In my first PowerLung session I just played around with these knobs and practiced breathing through the device until I felt I had found an appropriate starting level. Thereafter, in obedience to the literature that came with the PowerLung, I did two brief respiratory muscle-training sessions per day: the first during my morning commute and the second during my afternoon commute.

(Yes, I got more than a few strange looks from other drivers, but this was in San Diego, so most of the people who saw me driving with this overbuilt plastic kazoo sticking out of my mouth probably assumed I was just some surfer dude enjoying a newfangled water bong on his way to the beach.)

Within a matter of days I began to notice a training effect. It became easier and easier to complete the same number of repetitions with the same amount of resistance, so I incrementally increased first the number of repetitions and then the resistance.

It's now been about eight weeks since I started using the PowerLung, and while the strength and endurance of my respiratory muscles are markedly improved, I still can't say I've noticed an obvious improvement in my running performance resulting directly from these changes.

There have been moments, however, in hard workouts when I have felt less limited by my capacity to draw air—when my lungs have seemed to be coasting along even as my legs have begged for mercy. But it could be a placebo effect, for all I know.

When you've been an endurance athlete as long as I have, you have to start looking in out-of-the-way places for improvement. And it can be difficult to judge whether or to what degree a particular new out-of-the-way measure has contributed to any improvement you do experience.
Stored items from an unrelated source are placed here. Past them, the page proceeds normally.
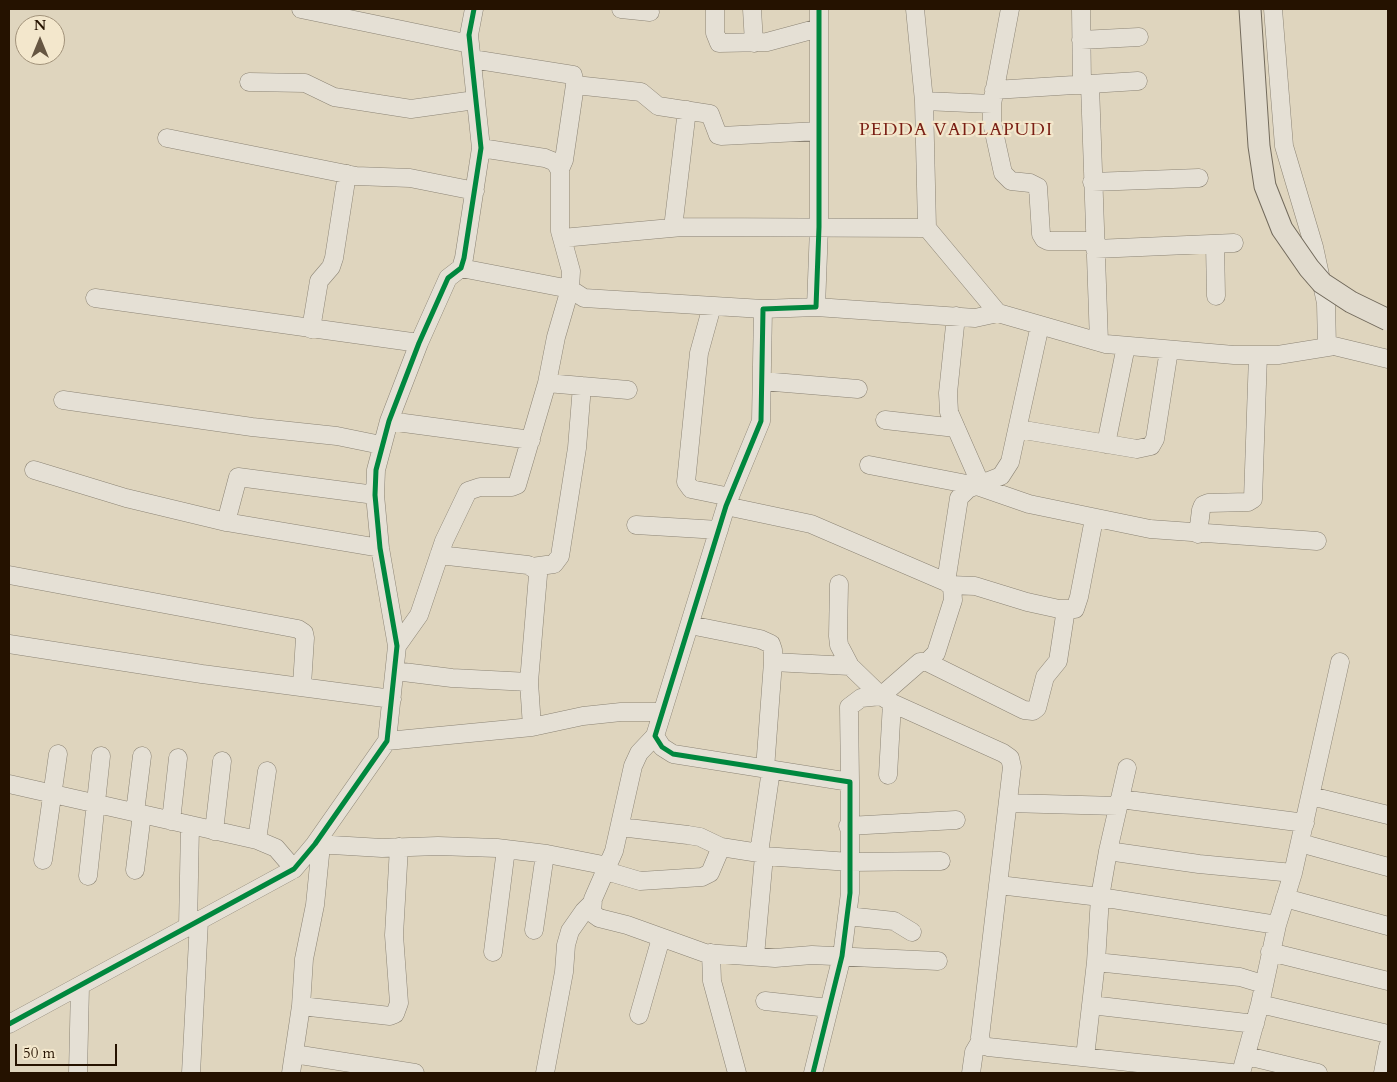 <!DOCTYPE html>
<style>
body{margin:0}
#map{position:relative;width:1397px;height:1082px;overflow:hidden;background:#dfd5be;font-family:Cardo,serif}
canvas{display:block}
.frame{position:absolute;inset:0;border:10px solid #251200;pointer-events:none}
.north{position:absolute;left:15px;top:15px;width:50px;height:50px;box-sizing:border-box;background:#f3e7cc;border:1px solid #a1927a;border-radius:50%;rotate:0deg;font-size:14px;font-weight:700;line-height:20px;text-align:center;color:#251200}
.north::after{content:'';display:block;margin:auto;width:18px;height:22px;background:#665642;clip-path:polygon(50% 0,100% 100%,50% 72%,0 100%)}
.scale{position:absolute;left:15px;top:1044px;width:102px;height:22px;box-sizing:border-box;border:2px solid #251200;border-top:0;padding-left:6px;font-size:15px;line-height:18px;white-space:nowrap;color:#251200;-webkit-text-stroke:4px #f3e7cc;paint-order:stroke}
</style>
<div id="map">
<canvas width="1397" height="1082"></canvas>
<div class="frame"></div>
<div class="north">N</div>
<div class="scale">50 m</div>
</div>
<script>
const ctx = document.querySelector('canvas').getContext('2d');
ctx.lineJoin = 'round';
const toPath = rows => new Path2D(rows.map(r => 'M' + r).join(''));
function strokePath(path, color, width, dash) { ctx.strokeStyle = color; ctx.lineWidth = width; ctx.lineCap = dash ? 'butt' : 'round'; ctx.setLineDash(dash || []); ctx.stroke(path); }
function drawText(font, color, halo, rows, align = 'center') {
  ctx.font = font + ' Cardo,serif'; ctx.lineWidth = 4.5; ctx.setLineDash([]); ctx.textBaseline = 'middle'; ctx.strokeStyle = halo; ctx.fillStyle = color; for (const [text, x, y, turn = 0] of rows) {
    ctx.save(); ctx.translate(x, y); ctx.rotate((+turn || 0) * Math.PI / 180); ctx.textAlign = isNaN(turn) ? turn : align; if (halo) ctx.strokeText(text, 0, 0); ctx.fillText(text, 0, 0); ctx.restore();
  }
}
const minor = toPath([
 [301,9,470,44],
 [621,9,650,12],
 [715,9,715,33,719,43,767,42,819,28],
 [752,9,754,43],
 [915,9,924,101,927,228,998,313,1106,344,1234,355,1278,355,1334,346,1388,359],
 [1010,9,992,104,992,123,1003,173,1011,181,1030,183,1038,187,1041,234,1044,239,1048,241,1095,241],
 [1081,9,1082,85],
 [1273,9,1284,146,1314,247,1326,303,1327,347],
 [1081,40,1139,37],
 [472,59,573,75,575,85,564,160,561,167,555,162],
 [249,82,305,83,334,97,411,109,475,100],
 [575,85,641,92,658,106,710,114,718,135,721,136,819,131],
 [1090,85,1099,342],
 [994,90,1138,81],
 [924,101,992,104],
 [167,138,356,176,410,178,475,191],
 [481,148,545,158,555,162,560,171,560,231,571,271,570,289,584,298,763,309],
 [1092,182,1199,178],
 [673,228,687,110],
 [562,238,682,227,927,228],
 [1215,244,1216,296],
 [1095,249,1234,243],
 [95,298,419,343],
 [712,306,699,353,686,482,691,489,730,497],
 [816,307,975,318,998,313],
 [956,316,948,393,949,412,981,485],
 [311,329,319,281,331,267,334,258,347,174],
 [762,381,858,389],
 [547,383,628,390],
 [63,400,252,427,337,436,381,445],
 [885,420,956,428],
 [389,421,531,440],
 [1018,429,1137,449,1151,446,1155,439,1169,350],
 [1106,444,1126,346],
 [869,465,977,486,1029,504,1150,529,1317,541],
 [34,470,126,498,226,522,380,548],
 [726,506,811,524,946,582,952,587,953,600,936,653,927,662,920,662,881,696,861,698,849,707,850,782],
 [226,522,238,477,375,495],
 [636,525,719,530],
 [1198,534,1201,510,1203,505,1208,503,1248,502,1253,499,1258,355],
 [439,555,528,565,536,570,538,575,529,682,532,727],
 [532,567,554,564,560,556,577,448,582,386],
 [9,575,298,629,304,633,305,638,302,685],
 [946,582,959,498,968,489,1001,476,1010,462,1040,325],
 [839,584,838,636,839,645,850,666,881,696,892,703,1003,753,1010,758,1012,767,980,1037,982,1044,988,1047,1232,1073],
 [950,585,975,586,1027,602,1059,609,1075,609,1079,597,1094,519],
 [690,625,760,639,771,644,773,650,773,662,765,769],
 [9,644,202,674,392,699],
 [397,646,419,615,444,541,468,491,480,487,512,487,517,485,547,383,556,337,570,289,461,268],
 [773,662,850,666],
 [927,662,1024,710,1033,711,1037,708,1045,677,1058,661,1066,609],
 [395,671,452,678,529,682],
 [655,736,639,753,633,766,614,851,593,899,592,913,599,918,627,925,705,953,775,958,812,955,938,961],
 [387,741,532,727,583,716,621,712,662,712],
 [888,775,892,703],
 [9,784,257,840,276,848,294,869],
 [1311,796,1388,815],
 [1120,799,1305,823],
 [1008,803,1118,806],
 [135,812,142,756],
 [171,821,178,758],
 [848,826,956,820],
 [620,827,688,835,700,837,721,847,759,853,764,856,850,862,941,861],
 [214,831,222,761],
 [257,840,267,771],
 [1300,843,1388,867],
 [315,844,382,848,438,846,497,848,547,854,608,866],
 [1108,851,1199,864,1293,873],
 [759,853,771,770],
 [43,860,58,754],
 [135,870,142,814],
 [606,871,640,881,702,877,710,873,721,847],
 [88,876,101,756],
 [999,885,1100,897,1277,925],
 [1285,898,1388,926],
 [847,916,894,921,912,932],
 [188,927,190,826],
 [534,930,545,854],
 [493,952,506,849],
 [1270,952,1388,981],
 [711,953,712,981,737,1073],
 [755,956,764,856],
 [1096,962,1240,977,1263,984],
 [765,1001,829,1008],
 [1260,1004,1388,1034],
 [1091,1005,1255,1024],
 [301,1006,390,1016,395,1014,399,1003,394,935,399,847],
 [639,1015,661,938],
 [9,1024,294,869,315,844,387,741,397,646,380,548,375,495,376,470,389,421,419,343,448,278,461,268,464,258,481,148,469,35,474,9],
 [294,1054,415,1073],
 [1247,1056,1318,1073],
 [1085,1057,1096,962,1100,897,1108,851,1127,768],
 [78,1073,80,986],
 [191,1073,199,921],
 [291,1073,301,1006,304,959,315,905,321,845],
 [545,1073,564,972,566,945,570,931,584,911,592,903],
 [813,1073,842,956,850,893,850,782,673,754,662,747,655,736,726,506,761,421,763,309,816,307,819,227,819,9],
 [971,1073,974,1052,981,1040],
 [1241,1073,1260,1004,1277,925,1293,873,1340,662],
 [1383,1073,1388,1047]
]);
strokePath(minor, '#8c8475', 19);
strokePath(minor, '#e5e0d5', 18);
const majorBridge = toPath([
 [1250,9,1259,146,1265,186,1282,229,1309,268,1322,283,1351,302,1388,320]
]);
strokePath(majorBridge, '#726a5c', 23, []);
strokePath(majorBridge, '#e1dbce', 21);
strokePath(toPath([
 [9,1024,294,869,315,844,387,741,397,646,380,548,375,495,376,470,389,421,419,343,448,278,461,268,464,258,481,148,469,35,474,9],
 [813,1073,842,956,850,893,850,782,673,754,662,747,655,736,726,506,761,421,763,309,816,307,819,227,819,9]
]), '#00873e', 5);
ctx.letterSpacing = '1px';
drawText('18px', '#7a1f14', '#f3e7cc', [
 ["PEDDA VADLAPUDI",956,131]
]);
ctx.letterSpacing = '0px';
</script>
Sometimes you have to take a leap of faith based on the results of controlled scientific studies showing that a particular tool or method really works. Such is the case with respiratory-muscle training. Several good studies have shown it enhances endurance performance when done properly.

So if you've been a triathlete for some time and are already training as hard as you're ever going to train, you might want to try respiratory muscle training.